## The problem
Please state the number of lines in the records below that contain the string "image", and nothing further.

## Information shown
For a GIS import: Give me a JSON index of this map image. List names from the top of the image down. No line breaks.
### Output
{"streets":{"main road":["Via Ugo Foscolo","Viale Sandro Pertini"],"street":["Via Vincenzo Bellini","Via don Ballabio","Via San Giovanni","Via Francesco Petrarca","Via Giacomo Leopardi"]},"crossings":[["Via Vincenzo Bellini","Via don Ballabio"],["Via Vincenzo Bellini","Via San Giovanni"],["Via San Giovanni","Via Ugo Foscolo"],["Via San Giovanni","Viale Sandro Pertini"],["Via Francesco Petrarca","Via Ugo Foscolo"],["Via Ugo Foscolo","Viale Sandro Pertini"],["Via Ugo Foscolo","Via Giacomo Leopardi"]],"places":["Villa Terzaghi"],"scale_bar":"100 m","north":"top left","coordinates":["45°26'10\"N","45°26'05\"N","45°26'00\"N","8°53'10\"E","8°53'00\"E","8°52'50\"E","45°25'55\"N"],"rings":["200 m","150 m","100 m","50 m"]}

==

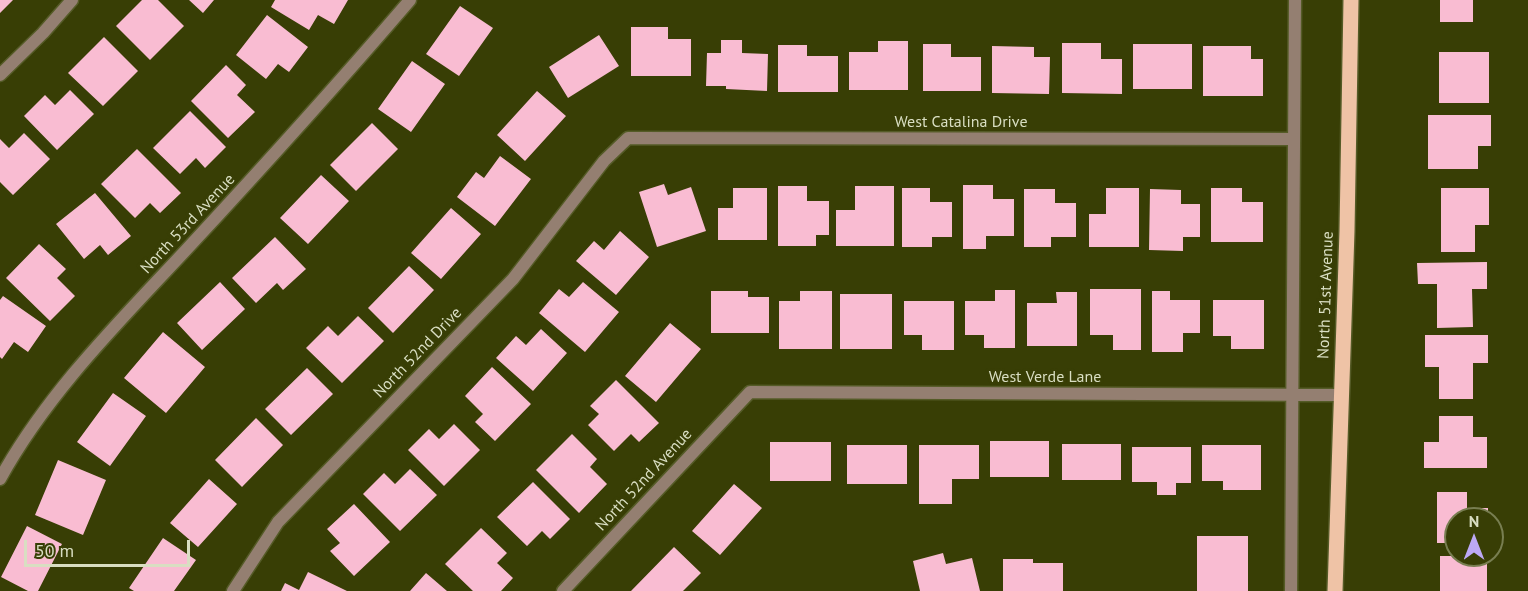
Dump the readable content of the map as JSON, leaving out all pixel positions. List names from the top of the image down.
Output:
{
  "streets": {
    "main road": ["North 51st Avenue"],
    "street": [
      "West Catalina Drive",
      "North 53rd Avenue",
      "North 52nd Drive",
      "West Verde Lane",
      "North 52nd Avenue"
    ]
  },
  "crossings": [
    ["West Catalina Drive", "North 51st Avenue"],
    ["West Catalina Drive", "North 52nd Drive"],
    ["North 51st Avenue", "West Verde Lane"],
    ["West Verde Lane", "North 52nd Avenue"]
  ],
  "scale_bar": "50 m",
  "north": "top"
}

## Task output
2